This is a recent, very popular article published in the FT Magazine. A similar one - Eight (No, Nine!) Problems With Big Data - was published in the New York Times. In both cases, this is an attack against big data. It features Google's failure in its flu prediction for 2013, also claiming that algorithms not trying to identify causes (but focused on correlations only) are doomed to fail.
Here's my reaction:
The fact that Google got it wrong last time with their flu prediction does not mean that old statistical science is superior, or that big data is wrong. I believe such a prediction can be made with relatively small data - 10,000 tweets talking about the flu is enough.
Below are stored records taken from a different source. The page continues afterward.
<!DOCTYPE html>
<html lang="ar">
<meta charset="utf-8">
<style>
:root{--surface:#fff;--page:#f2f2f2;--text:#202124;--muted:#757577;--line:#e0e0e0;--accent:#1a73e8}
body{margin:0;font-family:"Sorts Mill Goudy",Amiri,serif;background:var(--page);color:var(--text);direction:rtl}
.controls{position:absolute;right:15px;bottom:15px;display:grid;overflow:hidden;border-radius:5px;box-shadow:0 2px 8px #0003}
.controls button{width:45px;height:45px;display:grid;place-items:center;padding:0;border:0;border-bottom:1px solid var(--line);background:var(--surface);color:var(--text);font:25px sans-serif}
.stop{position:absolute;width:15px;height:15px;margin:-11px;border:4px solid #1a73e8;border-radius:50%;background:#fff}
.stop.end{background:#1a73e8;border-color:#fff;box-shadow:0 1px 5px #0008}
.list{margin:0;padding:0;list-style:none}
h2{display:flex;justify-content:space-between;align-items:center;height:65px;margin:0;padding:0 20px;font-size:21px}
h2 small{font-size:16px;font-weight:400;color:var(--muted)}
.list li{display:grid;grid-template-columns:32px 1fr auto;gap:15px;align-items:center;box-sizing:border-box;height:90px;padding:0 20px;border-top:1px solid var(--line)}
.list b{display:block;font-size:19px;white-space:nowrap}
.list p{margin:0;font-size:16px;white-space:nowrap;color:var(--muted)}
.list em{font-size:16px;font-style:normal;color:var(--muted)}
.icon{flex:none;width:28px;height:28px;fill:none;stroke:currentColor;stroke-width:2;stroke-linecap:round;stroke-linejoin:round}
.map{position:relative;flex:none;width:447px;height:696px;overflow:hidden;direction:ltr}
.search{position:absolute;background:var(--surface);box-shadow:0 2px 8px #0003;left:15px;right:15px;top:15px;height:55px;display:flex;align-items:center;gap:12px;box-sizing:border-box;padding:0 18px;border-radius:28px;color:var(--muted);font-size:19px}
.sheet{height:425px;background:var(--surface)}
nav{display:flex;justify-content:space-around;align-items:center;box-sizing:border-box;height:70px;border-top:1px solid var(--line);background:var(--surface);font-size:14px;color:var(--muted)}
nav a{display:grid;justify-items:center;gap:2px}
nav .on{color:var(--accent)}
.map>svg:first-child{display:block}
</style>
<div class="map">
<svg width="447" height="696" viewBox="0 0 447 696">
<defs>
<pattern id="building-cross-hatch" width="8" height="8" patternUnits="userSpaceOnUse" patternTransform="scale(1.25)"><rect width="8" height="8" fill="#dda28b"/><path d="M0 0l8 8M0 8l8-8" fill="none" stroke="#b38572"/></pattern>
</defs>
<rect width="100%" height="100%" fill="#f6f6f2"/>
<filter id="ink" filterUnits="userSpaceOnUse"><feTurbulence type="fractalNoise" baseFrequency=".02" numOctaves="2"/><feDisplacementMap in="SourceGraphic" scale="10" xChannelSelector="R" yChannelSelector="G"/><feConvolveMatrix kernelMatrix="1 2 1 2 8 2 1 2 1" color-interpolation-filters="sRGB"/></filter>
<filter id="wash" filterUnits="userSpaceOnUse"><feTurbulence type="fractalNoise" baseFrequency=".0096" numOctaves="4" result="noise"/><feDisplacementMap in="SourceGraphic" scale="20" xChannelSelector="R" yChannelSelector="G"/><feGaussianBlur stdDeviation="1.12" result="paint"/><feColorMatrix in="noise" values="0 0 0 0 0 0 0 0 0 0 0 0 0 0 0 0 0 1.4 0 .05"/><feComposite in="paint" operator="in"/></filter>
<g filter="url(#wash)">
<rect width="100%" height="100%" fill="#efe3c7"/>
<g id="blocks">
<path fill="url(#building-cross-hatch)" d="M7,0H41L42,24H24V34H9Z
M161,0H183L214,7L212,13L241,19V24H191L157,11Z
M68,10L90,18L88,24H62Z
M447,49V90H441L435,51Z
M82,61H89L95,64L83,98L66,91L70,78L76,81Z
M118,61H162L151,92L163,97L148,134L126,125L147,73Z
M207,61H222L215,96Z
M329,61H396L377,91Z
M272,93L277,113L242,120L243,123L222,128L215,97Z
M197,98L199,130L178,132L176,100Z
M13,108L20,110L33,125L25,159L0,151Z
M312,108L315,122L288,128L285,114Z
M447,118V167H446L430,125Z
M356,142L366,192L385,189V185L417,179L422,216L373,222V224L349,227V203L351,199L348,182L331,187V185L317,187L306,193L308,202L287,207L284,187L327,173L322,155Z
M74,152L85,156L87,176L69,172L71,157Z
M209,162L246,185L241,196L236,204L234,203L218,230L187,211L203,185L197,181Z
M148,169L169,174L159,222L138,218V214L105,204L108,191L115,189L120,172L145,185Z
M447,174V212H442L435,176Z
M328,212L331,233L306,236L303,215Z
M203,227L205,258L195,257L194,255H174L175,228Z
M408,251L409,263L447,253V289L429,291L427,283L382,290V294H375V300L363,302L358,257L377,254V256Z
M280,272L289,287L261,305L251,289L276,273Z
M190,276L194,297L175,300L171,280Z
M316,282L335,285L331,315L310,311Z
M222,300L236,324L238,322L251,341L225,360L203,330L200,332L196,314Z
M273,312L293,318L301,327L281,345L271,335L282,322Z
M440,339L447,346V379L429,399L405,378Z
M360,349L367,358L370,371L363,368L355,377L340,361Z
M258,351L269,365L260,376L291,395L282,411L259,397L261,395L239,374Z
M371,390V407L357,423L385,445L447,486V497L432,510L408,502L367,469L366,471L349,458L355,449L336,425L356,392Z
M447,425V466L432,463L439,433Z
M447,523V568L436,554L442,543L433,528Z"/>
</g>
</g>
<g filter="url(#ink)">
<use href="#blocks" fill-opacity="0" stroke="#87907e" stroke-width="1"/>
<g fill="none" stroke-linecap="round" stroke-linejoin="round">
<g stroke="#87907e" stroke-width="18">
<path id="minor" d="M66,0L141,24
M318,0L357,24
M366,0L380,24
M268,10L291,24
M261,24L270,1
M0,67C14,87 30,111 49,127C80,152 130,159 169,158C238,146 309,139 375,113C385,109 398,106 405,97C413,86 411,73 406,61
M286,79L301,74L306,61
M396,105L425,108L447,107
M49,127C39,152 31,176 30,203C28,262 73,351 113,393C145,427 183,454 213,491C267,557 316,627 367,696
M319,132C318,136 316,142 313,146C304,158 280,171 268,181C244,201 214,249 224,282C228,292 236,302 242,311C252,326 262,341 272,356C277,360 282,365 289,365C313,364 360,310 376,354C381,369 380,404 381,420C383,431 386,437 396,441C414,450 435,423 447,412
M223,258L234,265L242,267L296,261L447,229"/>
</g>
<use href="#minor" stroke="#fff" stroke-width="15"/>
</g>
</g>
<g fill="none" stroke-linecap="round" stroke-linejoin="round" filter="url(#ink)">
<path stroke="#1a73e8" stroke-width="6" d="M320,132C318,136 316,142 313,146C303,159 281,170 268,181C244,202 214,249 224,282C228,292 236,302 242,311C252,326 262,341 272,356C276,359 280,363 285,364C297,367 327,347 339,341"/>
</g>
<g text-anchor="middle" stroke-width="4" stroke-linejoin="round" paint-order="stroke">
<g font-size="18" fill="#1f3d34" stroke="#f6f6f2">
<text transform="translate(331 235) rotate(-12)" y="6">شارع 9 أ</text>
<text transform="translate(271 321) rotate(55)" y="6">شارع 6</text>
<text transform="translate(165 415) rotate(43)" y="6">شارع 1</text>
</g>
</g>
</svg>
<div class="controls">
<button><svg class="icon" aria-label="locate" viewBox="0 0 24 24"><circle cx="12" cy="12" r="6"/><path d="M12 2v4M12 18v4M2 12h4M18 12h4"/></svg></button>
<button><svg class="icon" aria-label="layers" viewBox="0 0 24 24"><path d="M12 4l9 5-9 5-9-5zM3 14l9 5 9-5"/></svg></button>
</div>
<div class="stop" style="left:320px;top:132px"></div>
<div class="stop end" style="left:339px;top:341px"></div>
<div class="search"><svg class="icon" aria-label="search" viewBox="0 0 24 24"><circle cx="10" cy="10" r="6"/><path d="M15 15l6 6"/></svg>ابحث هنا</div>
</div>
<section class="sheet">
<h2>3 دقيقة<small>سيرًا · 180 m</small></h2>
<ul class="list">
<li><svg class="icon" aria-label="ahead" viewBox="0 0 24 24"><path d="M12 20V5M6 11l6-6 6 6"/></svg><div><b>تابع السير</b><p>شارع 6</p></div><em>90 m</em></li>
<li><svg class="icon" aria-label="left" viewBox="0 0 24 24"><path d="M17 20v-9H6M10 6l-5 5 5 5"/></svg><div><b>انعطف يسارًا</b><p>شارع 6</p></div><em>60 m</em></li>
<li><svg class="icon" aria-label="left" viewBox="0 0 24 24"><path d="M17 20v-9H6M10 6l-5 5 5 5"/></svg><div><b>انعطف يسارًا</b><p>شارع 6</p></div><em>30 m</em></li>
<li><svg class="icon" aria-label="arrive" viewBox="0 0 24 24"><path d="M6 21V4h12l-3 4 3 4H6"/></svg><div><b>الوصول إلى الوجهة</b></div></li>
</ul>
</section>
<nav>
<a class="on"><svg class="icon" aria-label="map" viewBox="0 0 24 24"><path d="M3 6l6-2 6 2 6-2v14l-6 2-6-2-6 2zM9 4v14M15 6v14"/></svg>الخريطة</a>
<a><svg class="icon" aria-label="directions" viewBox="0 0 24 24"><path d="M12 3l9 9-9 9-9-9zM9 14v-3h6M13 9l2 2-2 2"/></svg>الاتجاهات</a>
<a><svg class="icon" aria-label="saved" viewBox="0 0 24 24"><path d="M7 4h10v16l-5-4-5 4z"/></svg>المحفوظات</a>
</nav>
Just like because flu vaccines cause side effects and fail 30% of the time, does not mean that they don't work. It just means that you need to collect the right data, and get the right people or automated tools - certainly not traditional statisticians, but instead data-savvy domain experts - to extract meaningful insights. Many times, as in data mining, a causal explanation can't be found, or would take too much time to find, or is of no interest. If you can't make sense of data, if you are data illiterate, or blindly believe in statistical models, data hackers will take advantage of you, and/or your ROI will quickly turn negative.
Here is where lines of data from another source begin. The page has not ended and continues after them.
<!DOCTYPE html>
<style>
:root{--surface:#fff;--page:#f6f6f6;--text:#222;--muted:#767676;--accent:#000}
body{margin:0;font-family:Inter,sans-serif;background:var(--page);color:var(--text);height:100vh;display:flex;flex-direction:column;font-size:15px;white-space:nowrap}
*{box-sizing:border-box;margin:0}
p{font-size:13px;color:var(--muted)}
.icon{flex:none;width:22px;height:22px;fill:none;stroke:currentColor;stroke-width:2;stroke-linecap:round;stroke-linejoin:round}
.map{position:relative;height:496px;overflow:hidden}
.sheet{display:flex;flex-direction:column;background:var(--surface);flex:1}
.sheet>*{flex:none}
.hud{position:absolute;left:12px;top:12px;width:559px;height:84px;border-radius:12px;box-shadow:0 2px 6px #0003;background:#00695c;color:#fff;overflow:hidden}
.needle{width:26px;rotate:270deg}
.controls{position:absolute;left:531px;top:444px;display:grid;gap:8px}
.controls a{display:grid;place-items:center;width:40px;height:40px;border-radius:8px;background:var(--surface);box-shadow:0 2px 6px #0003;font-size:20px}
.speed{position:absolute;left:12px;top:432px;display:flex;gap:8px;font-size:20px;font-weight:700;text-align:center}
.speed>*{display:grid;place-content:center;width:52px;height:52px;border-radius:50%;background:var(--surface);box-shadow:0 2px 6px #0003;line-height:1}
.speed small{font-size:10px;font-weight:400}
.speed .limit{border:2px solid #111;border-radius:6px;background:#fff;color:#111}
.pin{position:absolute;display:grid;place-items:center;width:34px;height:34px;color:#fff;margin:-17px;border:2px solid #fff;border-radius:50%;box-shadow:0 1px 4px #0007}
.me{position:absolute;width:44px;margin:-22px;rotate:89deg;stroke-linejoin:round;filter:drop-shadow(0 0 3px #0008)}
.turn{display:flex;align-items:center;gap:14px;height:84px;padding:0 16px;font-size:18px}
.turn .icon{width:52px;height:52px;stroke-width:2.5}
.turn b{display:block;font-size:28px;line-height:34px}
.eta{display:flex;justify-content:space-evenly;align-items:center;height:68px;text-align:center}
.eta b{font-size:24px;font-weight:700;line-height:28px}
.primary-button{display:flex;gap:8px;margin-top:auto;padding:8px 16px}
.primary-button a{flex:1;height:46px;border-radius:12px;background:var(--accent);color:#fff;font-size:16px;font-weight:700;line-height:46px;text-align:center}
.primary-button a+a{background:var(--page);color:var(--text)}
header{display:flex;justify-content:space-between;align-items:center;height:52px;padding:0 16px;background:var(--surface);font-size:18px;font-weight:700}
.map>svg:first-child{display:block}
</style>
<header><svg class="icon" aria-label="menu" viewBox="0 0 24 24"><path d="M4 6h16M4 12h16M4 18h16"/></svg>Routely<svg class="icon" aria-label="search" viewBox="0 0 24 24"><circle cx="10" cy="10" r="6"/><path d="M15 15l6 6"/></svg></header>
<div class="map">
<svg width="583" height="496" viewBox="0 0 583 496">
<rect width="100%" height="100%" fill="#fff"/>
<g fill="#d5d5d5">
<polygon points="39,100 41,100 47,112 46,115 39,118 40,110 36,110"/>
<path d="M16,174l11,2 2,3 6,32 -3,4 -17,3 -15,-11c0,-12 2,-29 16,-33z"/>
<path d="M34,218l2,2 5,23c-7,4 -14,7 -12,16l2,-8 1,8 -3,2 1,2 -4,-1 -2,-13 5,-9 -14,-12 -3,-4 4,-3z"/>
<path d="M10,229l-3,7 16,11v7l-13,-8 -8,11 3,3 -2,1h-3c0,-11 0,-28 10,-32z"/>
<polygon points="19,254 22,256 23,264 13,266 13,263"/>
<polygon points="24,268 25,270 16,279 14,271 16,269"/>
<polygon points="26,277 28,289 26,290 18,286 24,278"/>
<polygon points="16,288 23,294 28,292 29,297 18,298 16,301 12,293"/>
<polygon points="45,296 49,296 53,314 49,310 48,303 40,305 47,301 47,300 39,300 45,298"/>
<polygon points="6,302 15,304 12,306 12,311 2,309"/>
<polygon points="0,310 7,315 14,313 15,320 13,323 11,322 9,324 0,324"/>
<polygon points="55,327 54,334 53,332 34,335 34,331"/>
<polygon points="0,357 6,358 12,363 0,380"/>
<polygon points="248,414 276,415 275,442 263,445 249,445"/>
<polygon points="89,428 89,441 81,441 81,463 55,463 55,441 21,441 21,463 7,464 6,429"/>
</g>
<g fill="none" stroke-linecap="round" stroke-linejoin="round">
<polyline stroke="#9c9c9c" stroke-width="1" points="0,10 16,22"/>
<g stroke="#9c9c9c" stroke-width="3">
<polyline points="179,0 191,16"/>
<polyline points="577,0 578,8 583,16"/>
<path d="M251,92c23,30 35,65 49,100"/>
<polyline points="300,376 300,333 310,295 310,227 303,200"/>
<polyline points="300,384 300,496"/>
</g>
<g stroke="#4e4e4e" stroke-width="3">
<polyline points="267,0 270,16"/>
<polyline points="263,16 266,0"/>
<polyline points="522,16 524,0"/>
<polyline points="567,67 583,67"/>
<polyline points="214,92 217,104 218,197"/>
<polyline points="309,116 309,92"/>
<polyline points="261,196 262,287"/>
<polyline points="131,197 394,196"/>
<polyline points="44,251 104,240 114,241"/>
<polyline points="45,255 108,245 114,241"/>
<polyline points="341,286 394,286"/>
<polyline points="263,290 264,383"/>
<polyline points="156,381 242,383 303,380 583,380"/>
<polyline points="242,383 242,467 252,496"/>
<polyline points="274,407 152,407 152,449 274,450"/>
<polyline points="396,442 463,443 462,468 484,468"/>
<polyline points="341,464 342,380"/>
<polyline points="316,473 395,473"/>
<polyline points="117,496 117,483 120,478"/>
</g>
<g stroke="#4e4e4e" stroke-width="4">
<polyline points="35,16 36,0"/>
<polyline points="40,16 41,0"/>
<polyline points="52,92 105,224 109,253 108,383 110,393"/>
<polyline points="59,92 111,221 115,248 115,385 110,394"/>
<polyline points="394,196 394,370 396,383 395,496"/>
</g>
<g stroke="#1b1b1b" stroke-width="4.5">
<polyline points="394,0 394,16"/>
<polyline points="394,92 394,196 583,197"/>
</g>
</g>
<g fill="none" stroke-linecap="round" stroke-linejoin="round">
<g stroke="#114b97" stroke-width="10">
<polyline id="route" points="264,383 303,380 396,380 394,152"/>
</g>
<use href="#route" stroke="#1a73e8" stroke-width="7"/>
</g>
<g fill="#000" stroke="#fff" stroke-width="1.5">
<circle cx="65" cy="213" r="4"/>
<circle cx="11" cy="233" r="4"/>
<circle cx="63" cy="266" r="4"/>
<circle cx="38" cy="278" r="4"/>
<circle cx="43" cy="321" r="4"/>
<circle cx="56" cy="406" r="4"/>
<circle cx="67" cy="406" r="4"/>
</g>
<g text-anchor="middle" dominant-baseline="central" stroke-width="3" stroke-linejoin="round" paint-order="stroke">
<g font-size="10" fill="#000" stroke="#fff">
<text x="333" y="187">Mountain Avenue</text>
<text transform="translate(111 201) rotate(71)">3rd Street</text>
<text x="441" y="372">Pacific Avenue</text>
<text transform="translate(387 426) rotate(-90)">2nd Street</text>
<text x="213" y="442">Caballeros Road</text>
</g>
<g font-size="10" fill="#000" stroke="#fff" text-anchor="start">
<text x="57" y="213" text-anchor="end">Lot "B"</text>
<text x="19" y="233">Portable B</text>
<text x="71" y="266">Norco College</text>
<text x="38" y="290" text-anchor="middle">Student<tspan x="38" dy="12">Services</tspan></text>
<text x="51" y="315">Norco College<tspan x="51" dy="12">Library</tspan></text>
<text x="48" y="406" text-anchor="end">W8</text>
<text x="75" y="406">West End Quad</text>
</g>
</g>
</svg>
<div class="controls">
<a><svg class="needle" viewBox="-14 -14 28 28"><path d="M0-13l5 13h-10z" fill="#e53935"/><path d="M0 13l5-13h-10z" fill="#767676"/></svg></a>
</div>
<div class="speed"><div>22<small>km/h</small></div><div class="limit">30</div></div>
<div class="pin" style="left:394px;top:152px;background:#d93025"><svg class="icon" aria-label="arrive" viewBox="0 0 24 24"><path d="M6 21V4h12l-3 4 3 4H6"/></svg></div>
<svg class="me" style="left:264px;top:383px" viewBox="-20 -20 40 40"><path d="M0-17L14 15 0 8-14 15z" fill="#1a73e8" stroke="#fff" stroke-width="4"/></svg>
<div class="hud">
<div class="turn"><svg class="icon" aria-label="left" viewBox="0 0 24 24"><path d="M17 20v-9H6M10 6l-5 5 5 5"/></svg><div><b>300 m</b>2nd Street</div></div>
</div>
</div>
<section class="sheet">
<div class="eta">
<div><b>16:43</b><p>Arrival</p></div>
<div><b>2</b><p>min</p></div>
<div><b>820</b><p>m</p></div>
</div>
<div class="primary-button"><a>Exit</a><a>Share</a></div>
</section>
Nobody always win on the stock market. But if you win significantly more frequently than the average trader, you really get a positive ROI. And big data is at least as good as small data and evidently provide either the same amount of information, or more, and yet is cheap, maybe even cheaper than small data. Saying big data is worse than small data is like saying you can't put more people in a 50-story skyscraper than you can in a 3-story house. The analogy is quite good indeed, because if you build your skyscraper the same way you build a 3-story house, it will collapse by the time you reach floor 10. You need the right tools and methodology, both to build a skyscraper (vs. small house) or to build/leverage big data (vs. small data), otherwise - in both cases - it's bound to fail.